***** INPUT DATA *****

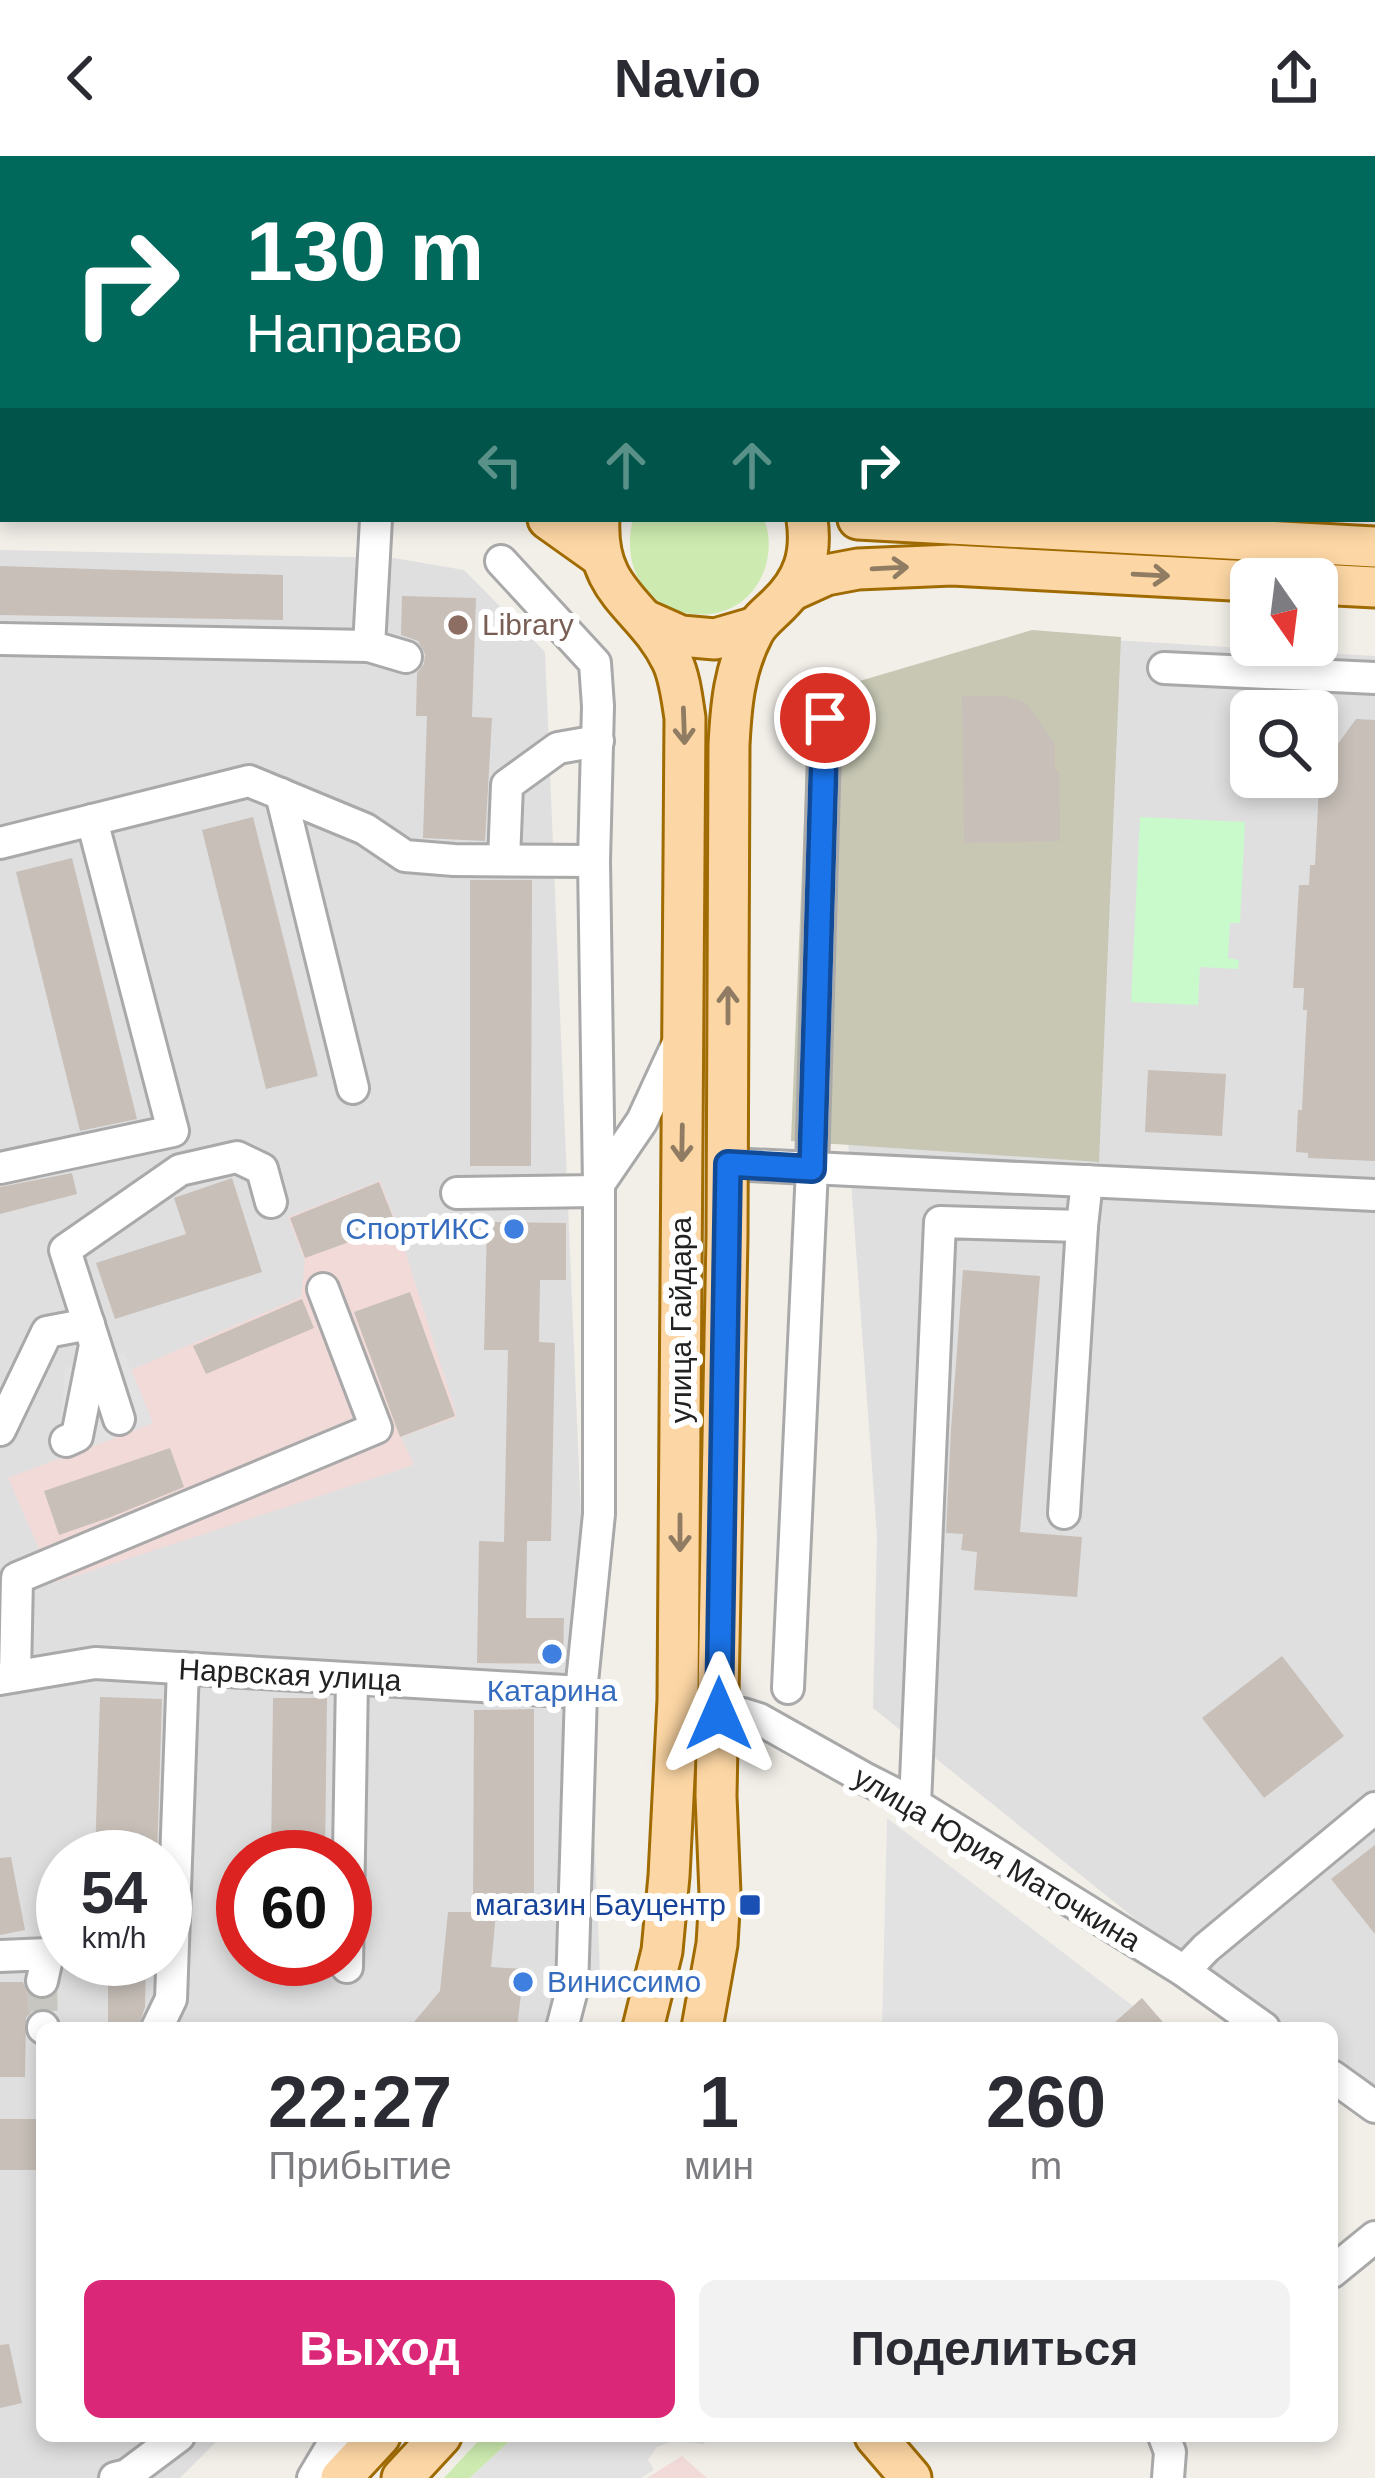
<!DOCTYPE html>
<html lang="ru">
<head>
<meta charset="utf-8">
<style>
	body { margin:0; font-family:Helvetica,sans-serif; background:#f2f2f3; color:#2b2b33; height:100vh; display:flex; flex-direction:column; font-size:45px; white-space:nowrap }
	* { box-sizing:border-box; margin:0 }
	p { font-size:39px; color:#7c7c81 }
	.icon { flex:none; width:66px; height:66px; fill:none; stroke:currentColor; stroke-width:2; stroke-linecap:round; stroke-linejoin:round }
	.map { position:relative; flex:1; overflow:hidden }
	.details { position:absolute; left:36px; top:1866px; width:1302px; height:420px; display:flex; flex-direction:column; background:#fff; border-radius:18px; box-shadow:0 6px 18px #0003 }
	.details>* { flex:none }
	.top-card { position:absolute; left:0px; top:0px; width:1377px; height:366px; box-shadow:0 6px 18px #0003; background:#00695c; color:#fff; overflow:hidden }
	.needle { width:78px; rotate:166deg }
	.tools { position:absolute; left:1230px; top:402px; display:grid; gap:24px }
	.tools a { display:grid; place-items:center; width:108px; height:108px; border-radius:18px; background:#fff; box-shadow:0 6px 18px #0003; font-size:60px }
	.speed { position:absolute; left:36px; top:1674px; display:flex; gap:24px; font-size:60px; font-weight:700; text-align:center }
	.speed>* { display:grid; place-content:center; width:156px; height:156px; border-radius:50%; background:#fff; box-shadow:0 6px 18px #0003; line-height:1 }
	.speed small { font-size:30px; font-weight:400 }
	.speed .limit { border:18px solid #d22; background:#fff; color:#111 }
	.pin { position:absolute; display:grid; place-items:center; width:102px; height:102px; color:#fff; margin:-51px; border:6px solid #fff; border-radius:50%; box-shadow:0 3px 12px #0007 }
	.me { position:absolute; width:132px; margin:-66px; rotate:0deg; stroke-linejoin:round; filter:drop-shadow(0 0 9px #0008) }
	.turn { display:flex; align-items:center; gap:42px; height:252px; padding:0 48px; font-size:54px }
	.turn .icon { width:156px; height:156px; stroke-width:2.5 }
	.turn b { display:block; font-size:84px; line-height:102px }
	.lanes { display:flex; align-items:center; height:114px; padding:0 48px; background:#0003; justify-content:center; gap:60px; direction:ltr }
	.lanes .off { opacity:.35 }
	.eta { display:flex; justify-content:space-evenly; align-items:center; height:204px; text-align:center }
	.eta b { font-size:72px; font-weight:800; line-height:84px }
	.cta { display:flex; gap:24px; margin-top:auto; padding:24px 48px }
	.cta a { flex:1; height:138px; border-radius:18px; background:#db2777; color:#fff; font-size:48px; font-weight:800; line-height:138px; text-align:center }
	.cta a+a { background:#f2f2f3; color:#2b2b33 }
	header { display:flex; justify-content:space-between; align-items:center; height:156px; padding:0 48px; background:#fff; font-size:54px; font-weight:800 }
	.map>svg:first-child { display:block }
	.residential { fill:#e0dfdf; fill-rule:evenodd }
	.commercial { fill:#f2dad9 }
	.industrial { fill:#ebdbe8 }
	.education { fill:#ffffe5 }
	.construction { fill:#c7c7b4 }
	.grass { fill:#cdebb0 }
	.park { fill:#c8facc }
	.parking { fill:#e2e2e2 }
	.building { fill:#c7bfb8 }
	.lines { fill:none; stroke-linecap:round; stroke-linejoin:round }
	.minor-tunnel { stroke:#c8c6c1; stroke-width:30; stroke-dasharray:30 15; stroke-linecap:butt }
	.minor-casing { stroke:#a9a9a9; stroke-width:36 }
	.major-casing { stroke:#a06b00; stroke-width:45 }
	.minor { stroke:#fff; stroke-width:30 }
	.major { stroke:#fcd6a4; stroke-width:39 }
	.oneway { stroke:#8f7c63 }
	.route-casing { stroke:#114b97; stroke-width:30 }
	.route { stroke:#1a73e8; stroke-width:21 }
	.education-dot { fill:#8d6e63; stroke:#fff; stroke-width:4.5 }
	.shop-dot { fill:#3f7fe0; stroke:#fff; stroke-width:4.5 }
	.transit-dot { fill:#1a4fb4; stroke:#fff; stroke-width:4.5 }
	.labels { text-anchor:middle; stroke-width:12; stroke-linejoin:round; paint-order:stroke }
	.education-label { font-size:30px; fill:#785e54; stroke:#fff; text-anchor:start }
	.shop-label { font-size:30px; fill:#366cbe; stroke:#fff; text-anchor:end }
	.street-label { font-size:30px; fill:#222; stroke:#fff }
	.transit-label { font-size:30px; fill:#164399; stroke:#fff; text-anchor:end }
</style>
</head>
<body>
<header><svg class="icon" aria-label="back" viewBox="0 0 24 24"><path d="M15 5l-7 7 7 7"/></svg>Navio<svg class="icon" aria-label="share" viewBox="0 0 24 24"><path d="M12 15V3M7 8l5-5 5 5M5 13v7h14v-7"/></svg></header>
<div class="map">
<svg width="1375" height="2322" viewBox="0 0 1375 2322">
	<rect width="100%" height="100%" fill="#f2efe9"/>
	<!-- residential -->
	<g class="residential">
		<path d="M0 394 394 402 464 414 545 496 600 1818 569 1872H42V2280H222L180 2322H0ZM63 1701H165V1803H63ZM243 1701H345V1803H243Z"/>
		<path d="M1033 479 1375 500V1956L1332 1921V1872H1271L873 1552 877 1380 816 548ZM1251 555H1317V621H1251Z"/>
	</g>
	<!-- commercial -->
	<g class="commercial">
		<polygon points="380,1025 397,1069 457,1261 401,1281 414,1309 54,1427 8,1322 153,1267 131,1214 301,1141 305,1105 288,1061"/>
		<polygon points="682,2300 707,2322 647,2322"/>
	</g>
	<!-- industrial -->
	<polygon class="industrial" points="0,0 625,0 625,3 3,3 3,284 0,284"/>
	<!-- education -->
	<polygon class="education" points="1042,0 1375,0 1375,340 1374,3 1042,3"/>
	<!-- construction -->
	<polygon class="construction" points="1032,474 1121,481 1099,1006 791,985 809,540"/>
	<!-- grass -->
	<g class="grass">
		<path d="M633 363H764C770 378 770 393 766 409 741 494 608 464 633 363Z"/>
		<polygon points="483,2280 515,2280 470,2322 444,2322"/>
	</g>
	<!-- park -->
	<polygon class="park" points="1140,661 1245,666 1240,767 1230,767 1228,802 1239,804 1238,813 1200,811 1198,849 1131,846"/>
	<!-- parking -->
	<g class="parking">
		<polygon points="124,1197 153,1267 58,1304 65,1212"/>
		<polygon points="887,1662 1133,1850 1107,1872 882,1872"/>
		<polygon points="515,2280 707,2280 704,2288 673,2285 657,2291 648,2304 654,2314 641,2322 470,2322"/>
	</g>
	<!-- building -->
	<g class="building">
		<polygon points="0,410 283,419 283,464 0,459"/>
		<polygon points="402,440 476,442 472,561 492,562 485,685 423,682 427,560 416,560 417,517 424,508 425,498 418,485 401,479"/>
		<polygon points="962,540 1004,540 1026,547 1055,588 1055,614 1059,614 1060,685 964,687"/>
		<polygon points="1356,563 1375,564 1375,1005 1308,1002 1308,997 1296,996 1298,954 1302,954 1307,854 1303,854 1304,832 1293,832 1299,729 1309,729 1310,709 1315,709 1319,630 1323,630 1324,607"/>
		<polygon points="253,661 318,920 266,933 202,674"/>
		<polygon points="72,702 137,963 80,975 16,716"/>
		<polygon points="470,724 532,724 531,1010 470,1010"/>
		<polygon points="1148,914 1226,918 1222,980 1145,976"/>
		<polygon points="72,1017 77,1038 0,1058 0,1031"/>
		<polygon points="232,1022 262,1116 115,1163 96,1107 186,1078 174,1042"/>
		<polygon points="379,1026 396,1069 305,1102 290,1062"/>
		<polygon points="487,1066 566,1067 566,1124 540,1124 539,1186 555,1187 551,1385 527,1385 526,1462 564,1462 563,1508 477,1507 479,1385 504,1386 508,1194 484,1194"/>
		<polygon points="963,1114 1040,1120 1020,1376 1082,1381 1077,1441 974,1434 977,1396 961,1394 963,1378 946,1377 951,1274"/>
		<polygon points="410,1136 455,1260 400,1281 354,1156"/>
		<polygon points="302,1143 314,1172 206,1218 193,1190"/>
		<polygon points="170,1292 184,1331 111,1361 59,1379 44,1335"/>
		<polygon points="1282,1500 1344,1580 1264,1642 1202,1562"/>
		<polygon points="100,1541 162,1543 157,1701 95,1701"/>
		<polygon points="273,1542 327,1542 325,1701 271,1701"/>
		<polygon points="534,1553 534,1757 496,1757 491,1811 524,1813 517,1872 409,1872 440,1835 448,1756 473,1756 474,1554"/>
		<polygon points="1375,1689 1375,1778 1331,1723"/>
		<polygon points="11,1701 25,1774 0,1779 0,1702"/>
		<polygon points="108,1803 146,1803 145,1851 138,1872 108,1872"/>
		<polygon points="0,1826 23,1826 28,1838 37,1844 47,1844 53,1840 54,1855 42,1852 32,1855 26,1862 25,1921 0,1921"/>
		<polygon points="1142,1842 1168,1872 1108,1872 1133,1850"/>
		<rect x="0" y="1963" width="42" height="51"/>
		<polygon points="9,2188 22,2247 0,2252 0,2189"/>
	</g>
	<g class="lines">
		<!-- minor-tunnel -->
		<polyline class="minor-tunnel" points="42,1825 43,1871"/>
		<!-- minor casing -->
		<g class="minor-casing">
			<g id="minor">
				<polyline points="1239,3 1239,2"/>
				<polyline points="501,405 595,507 598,550 594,705 599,1028 599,1358 581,1536 572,1834 562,1872"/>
				<polyline points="0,483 369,490 376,363"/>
				<polyline points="369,490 406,501"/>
				<polyline points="1164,512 1375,522"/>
				<polyline points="281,638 353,932"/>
				<polyline points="0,687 249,625 365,673 405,700 454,704 594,705"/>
				<polyline points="504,704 507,629 558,592 598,585"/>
				<polyline points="728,1008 1375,1039"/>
				<polyline points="0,1012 173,975 92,664"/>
				<polyline points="599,1028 642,965 678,887"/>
				<polyline points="457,1037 599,1035"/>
				<polyline points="119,1263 65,1094 180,1014 237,1001 262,1013 271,1046"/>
				<polyline points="0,1274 47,1176 89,1168"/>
				<polyline points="66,1285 77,1280 94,1194"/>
				<polyline points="1064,1357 1082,1070"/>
				<polyline points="15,1519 17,1422 376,1272 323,1133"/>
				<polyline points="0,1523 95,1507 581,1536"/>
				<polyline points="788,1532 812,1013 825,562"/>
				<polyline points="719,1558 743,1558 759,1563 864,1622 915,1648 1184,1815 1264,1872"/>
				<polyline points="915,1648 940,1066 1082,1070 1087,1025"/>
				<polyline points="0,1800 48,1798 42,1825"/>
				<polyline points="347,1811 352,1523"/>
				<polyline points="1184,1815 1206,1792 1375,1652"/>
				<polyline points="43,1871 43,1872"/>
				<polyline points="157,1872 171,1843 183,1512"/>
				<polyline points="1332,1920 1375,1951"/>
				<polyline points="1332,2116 1375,2081"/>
				<polyline points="1164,2280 1170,2296 1168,2322"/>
				<polyline points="115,2322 127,2319 179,2280"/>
				<polyline points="313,2322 338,2280"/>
			</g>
		</g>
		<!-- major casing -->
		<g class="major-casing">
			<g id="major">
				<polyline points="696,3 697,0"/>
				<polyline points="732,3 732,0"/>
				<polyline points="0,328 3,328"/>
				<polyline points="548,363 600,400"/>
				<path d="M599 363C595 439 644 447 672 505 680 522 682 543 685 562L678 1544 669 1720 662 1795 643 1872"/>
				<polyline points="858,363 1375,391"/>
				<polyline points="1317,428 1375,431"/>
				<polyline points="793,434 826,419 858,413 952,409 1251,425"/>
				<polyline points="645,464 681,480 715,483 756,471"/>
				<path d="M702 1872 717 1788 720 1738 716 1640 727 1081 729 589C731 550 734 513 753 477 758 466 769 458 778 449 804 424 812 398 807 363"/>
				<polyline points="875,2280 911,2322"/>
				<polyline points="341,2322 380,2280"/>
				<polyline points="402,2322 441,2280"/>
			</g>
		</g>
		<!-- minor -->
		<use href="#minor" class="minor"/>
		<!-- major -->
		<use href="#major" class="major"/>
	</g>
	<!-- one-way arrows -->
	<defs><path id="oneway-shaft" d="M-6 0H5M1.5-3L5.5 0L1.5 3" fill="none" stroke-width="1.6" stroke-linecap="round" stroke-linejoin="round" transform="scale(3)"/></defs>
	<g class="oneway">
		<use href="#oneway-shaft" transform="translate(890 412) rotate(-3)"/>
		<use href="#oneway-shaft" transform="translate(1151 419) rotate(3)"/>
		<use href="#oneway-shaft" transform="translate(684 570) rotate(88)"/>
		<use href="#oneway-shaft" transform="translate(728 849) rotate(-90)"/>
		<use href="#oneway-shaft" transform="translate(682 987) rotate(91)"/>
		<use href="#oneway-shaft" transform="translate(680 1377) rotate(90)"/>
	</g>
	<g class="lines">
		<!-- route casing -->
		<g class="route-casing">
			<polyline id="route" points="719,1558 728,1008 812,1013 825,562"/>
		</g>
		<!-- route -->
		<use href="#route" class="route"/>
	</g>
	<!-- markers -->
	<circle class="education-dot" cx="458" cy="469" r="12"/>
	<g class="shop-dot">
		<circle cx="514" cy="1073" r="12"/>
		<circle cx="552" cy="1498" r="12"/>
		<circle cx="523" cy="1826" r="12"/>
	</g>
	<rect class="transit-dot" x="738" y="1737" width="24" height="24" rx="6"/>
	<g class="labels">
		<!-- education labels -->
		<g class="education-label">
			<text x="482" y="479">Library</text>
		</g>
		<!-- shop labels -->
		<g class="shop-label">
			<text x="490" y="1083">СпортИКС</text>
			<text x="552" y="1545" text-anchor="middle">Катарина</text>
			<text x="547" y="1836" text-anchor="start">Виниссимо</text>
		</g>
		<!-- street labels -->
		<g class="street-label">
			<text transform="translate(681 1164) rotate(-90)" y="10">улица Гайдара</text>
			<text transform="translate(290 1519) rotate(3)" y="10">Нарвская улица</text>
			<text transform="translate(997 1703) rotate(31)" y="10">улица Юрия Маточкина</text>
		</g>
		<!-- transit labels -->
		<g class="transit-label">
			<text x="726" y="1759">магазин Бауцентр</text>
		</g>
	</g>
</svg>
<div class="tools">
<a><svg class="needle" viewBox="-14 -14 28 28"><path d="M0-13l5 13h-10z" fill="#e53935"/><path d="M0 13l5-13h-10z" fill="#7c7c81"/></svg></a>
<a><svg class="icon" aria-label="search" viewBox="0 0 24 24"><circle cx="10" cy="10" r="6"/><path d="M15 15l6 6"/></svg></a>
</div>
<div class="speed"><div>54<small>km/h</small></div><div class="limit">60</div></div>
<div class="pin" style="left:825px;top:562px;background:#d93025"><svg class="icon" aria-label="arrive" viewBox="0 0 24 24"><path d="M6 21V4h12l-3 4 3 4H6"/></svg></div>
<svg class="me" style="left:719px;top:1558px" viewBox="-20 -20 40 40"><path d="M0-17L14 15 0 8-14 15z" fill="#1a73e8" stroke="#fff" stroke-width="4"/></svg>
<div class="top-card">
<div class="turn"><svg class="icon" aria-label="right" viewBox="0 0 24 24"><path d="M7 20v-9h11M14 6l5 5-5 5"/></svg><div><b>130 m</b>Направо</div></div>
<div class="lanes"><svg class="icon off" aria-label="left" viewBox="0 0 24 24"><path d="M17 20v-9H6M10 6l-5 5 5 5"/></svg><svg class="icon off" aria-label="ahead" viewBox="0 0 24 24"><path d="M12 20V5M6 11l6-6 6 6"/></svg><svg class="icon off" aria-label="ahead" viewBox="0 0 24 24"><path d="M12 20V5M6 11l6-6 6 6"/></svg><svg class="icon" aria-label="right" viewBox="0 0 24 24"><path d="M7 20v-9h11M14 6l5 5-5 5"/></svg></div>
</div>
<section class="details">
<div class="eta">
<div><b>22:27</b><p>Прибытие</p></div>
<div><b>1</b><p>мин</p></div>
<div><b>260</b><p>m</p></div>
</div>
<div class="cta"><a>Выход</a><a>Поделиться</a></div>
</section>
</div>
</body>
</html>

*****

• WHAT IS NEEDED: Within the material above, transcribe exactly the lines that run from the line holding "display:grid; place-items:center; width:108px;" through the line holding "border:18px solid #d22;".

• OUTPUT OF THE EXERCISE:
	.tools a { display:grid; place-items:center; width:108px; height:108px; border-radius:18px; background:#fff; box-shadow:0 6px 18px #0003; font-size:60px }
	.speed { position:absolute; left:36px; top:1674px; display:flex; gap:24px; font-size:60px; font-weight:700; text-align:center }
	.speed>* { display:grid; place-content:center; width:156px; height:156px; border-radius:50%; background:#fff; box-shadow:0 6px 18px #0003; line-height:1 }
	.speed small { font-size:30px; font-weight:400 }
	.speed .limit { border:18px solid #d22; background:#fff; color:#111 }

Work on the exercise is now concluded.